Collected data:
=== Section Start ===

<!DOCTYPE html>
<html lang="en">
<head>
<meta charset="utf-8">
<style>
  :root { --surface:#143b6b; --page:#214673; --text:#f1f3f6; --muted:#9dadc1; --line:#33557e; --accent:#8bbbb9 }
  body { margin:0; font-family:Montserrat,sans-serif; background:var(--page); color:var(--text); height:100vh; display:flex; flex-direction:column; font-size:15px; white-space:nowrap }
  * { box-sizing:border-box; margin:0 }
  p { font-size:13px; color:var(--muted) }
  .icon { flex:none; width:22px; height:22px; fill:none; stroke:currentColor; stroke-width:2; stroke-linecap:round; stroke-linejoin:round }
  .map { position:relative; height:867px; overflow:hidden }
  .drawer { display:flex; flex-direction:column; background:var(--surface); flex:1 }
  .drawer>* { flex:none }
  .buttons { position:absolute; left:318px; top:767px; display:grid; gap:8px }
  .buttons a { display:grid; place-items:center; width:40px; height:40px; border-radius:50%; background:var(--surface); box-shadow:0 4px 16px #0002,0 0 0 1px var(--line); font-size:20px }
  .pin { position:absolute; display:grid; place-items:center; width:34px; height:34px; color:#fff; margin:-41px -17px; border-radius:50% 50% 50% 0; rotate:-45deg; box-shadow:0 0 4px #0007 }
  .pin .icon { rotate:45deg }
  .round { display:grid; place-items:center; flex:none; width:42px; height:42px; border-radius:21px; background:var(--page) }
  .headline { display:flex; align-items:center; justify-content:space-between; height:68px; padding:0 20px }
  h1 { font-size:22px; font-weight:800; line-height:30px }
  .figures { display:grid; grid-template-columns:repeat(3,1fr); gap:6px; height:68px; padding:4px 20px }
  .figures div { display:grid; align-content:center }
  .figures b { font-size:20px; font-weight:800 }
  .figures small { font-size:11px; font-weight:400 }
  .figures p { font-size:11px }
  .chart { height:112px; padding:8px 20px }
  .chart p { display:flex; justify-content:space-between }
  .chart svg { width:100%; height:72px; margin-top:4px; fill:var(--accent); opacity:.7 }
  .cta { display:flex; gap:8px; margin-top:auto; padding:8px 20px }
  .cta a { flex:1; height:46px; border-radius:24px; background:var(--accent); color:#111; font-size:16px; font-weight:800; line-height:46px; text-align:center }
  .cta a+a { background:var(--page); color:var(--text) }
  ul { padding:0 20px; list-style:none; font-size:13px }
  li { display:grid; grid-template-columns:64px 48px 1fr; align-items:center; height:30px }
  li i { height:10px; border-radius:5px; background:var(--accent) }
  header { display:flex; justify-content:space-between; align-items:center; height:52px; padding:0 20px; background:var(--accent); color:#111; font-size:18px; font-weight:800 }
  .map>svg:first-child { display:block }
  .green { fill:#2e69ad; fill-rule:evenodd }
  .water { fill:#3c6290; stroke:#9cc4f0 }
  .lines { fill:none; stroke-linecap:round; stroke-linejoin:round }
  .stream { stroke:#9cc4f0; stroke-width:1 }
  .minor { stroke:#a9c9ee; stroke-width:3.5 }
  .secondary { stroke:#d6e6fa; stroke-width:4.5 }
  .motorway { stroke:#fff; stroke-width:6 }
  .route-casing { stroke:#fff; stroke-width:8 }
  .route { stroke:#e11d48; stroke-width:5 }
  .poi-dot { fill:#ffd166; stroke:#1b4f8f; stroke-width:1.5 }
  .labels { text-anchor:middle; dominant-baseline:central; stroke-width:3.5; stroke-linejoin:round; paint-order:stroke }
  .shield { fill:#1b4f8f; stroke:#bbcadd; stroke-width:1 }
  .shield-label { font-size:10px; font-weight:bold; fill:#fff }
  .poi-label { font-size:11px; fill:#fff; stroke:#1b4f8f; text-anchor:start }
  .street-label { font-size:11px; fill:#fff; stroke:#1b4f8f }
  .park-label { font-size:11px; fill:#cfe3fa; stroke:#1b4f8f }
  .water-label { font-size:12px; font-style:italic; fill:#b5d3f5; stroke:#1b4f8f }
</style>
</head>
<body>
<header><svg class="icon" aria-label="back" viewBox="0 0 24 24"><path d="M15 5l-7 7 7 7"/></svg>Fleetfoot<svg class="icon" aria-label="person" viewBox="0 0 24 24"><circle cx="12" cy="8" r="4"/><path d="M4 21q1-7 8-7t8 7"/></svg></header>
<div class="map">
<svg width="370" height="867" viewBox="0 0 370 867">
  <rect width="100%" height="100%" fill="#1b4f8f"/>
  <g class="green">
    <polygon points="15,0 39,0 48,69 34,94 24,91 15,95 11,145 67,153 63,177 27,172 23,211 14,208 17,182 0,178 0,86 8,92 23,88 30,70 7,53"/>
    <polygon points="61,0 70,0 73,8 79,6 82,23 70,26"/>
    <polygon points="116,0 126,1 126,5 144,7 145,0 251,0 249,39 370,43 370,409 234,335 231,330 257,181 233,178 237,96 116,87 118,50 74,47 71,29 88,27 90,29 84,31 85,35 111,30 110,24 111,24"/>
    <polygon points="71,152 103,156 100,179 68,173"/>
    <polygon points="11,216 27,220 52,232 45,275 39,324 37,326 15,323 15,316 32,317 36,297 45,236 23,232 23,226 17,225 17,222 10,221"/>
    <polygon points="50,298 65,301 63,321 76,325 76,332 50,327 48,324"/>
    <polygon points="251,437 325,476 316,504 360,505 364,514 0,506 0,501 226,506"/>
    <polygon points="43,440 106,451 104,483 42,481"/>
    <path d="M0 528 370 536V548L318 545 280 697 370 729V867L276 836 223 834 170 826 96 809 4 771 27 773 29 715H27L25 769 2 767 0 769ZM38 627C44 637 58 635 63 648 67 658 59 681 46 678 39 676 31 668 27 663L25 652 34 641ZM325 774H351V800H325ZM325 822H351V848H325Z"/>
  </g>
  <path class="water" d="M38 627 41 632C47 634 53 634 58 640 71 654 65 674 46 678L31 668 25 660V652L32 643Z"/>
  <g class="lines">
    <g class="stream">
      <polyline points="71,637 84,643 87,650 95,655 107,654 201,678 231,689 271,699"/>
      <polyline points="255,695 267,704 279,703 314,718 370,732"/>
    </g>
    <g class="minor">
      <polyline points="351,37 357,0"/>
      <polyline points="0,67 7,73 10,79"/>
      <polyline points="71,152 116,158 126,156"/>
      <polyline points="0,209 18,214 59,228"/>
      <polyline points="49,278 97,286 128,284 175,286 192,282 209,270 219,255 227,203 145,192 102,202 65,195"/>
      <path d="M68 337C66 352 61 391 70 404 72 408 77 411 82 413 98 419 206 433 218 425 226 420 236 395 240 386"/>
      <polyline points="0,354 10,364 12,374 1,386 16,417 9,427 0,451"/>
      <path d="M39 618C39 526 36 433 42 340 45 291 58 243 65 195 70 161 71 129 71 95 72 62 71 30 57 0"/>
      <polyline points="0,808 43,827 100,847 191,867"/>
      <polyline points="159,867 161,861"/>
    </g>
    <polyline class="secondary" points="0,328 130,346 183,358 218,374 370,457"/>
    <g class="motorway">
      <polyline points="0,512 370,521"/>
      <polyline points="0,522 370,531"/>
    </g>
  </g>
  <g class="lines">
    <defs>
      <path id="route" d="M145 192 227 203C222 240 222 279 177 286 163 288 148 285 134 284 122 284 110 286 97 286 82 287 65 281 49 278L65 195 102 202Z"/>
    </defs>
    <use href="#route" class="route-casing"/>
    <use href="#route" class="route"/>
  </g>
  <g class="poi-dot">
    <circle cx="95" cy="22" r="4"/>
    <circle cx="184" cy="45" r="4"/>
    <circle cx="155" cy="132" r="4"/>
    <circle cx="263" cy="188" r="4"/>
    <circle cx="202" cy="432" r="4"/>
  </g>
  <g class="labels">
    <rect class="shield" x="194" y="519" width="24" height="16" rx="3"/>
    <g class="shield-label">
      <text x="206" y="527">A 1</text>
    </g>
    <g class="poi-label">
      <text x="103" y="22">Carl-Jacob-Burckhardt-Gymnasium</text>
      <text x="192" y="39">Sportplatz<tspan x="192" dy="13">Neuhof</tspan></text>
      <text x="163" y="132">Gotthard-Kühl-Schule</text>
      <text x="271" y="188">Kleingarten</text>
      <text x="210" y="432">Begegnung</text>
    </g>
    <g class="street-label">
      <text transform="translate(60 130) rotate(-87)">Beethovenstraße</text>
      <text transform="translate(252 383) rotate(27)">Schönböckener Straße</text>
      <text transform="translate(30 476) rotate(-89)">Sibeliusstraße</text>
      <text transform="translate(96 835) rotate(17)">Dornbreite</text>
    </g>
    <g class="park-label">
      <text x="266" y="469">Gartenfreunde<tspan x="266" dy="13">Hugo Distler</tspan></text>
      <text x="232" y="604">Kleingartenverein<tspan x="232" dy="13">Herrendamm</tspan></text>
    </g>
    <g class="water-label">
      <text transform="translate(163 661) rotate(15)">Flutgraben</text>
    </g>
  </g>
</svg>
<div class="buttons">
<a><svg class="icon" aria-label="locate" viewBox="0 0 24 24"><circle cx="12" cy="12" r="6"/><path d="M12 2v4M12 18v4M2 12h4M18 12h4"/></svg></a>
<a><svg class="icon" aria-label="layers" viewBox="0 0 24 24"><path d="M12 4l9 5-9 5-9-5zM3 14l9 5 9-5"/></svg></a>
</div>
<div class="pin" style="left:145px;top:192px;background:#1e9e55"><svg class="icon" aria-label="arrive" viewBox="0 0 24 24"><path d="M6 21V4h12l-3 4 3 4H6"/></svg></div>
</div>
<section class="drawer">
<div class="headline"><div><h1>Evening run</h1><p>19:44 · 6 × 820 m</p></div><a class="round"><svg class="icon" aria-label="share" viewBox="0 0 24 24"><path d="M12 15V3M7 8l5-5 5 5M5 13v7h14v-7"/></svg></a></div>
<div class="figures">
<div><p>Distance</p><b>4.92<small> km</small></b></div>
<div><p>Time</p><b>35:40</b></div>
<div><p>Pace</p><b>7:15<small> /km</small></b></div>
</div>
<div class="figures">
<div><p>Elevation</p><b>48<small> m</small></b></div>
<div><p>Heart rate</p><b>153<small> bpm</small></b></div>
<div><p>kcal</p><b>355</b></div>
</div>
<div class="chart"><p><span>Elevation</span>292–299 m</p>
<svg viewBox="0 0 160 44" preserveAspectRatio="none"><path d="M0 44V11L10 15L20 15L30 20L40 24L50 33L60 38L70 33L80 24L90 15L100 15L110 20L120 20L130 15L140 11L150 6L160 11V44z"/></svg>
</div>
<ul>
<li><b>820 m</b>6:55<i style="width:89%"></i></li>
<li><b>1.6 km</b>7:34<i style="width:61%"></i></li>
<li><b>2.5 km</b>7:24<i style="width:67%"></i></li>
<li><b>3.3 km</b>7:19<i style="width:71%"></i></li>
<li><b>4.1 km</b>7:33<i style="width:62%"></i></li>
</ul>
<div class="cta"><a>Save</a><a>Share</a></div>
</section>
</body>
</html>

=== Section End ===

How many of the lines above include the word "linecap"? Respond with the number alone.

2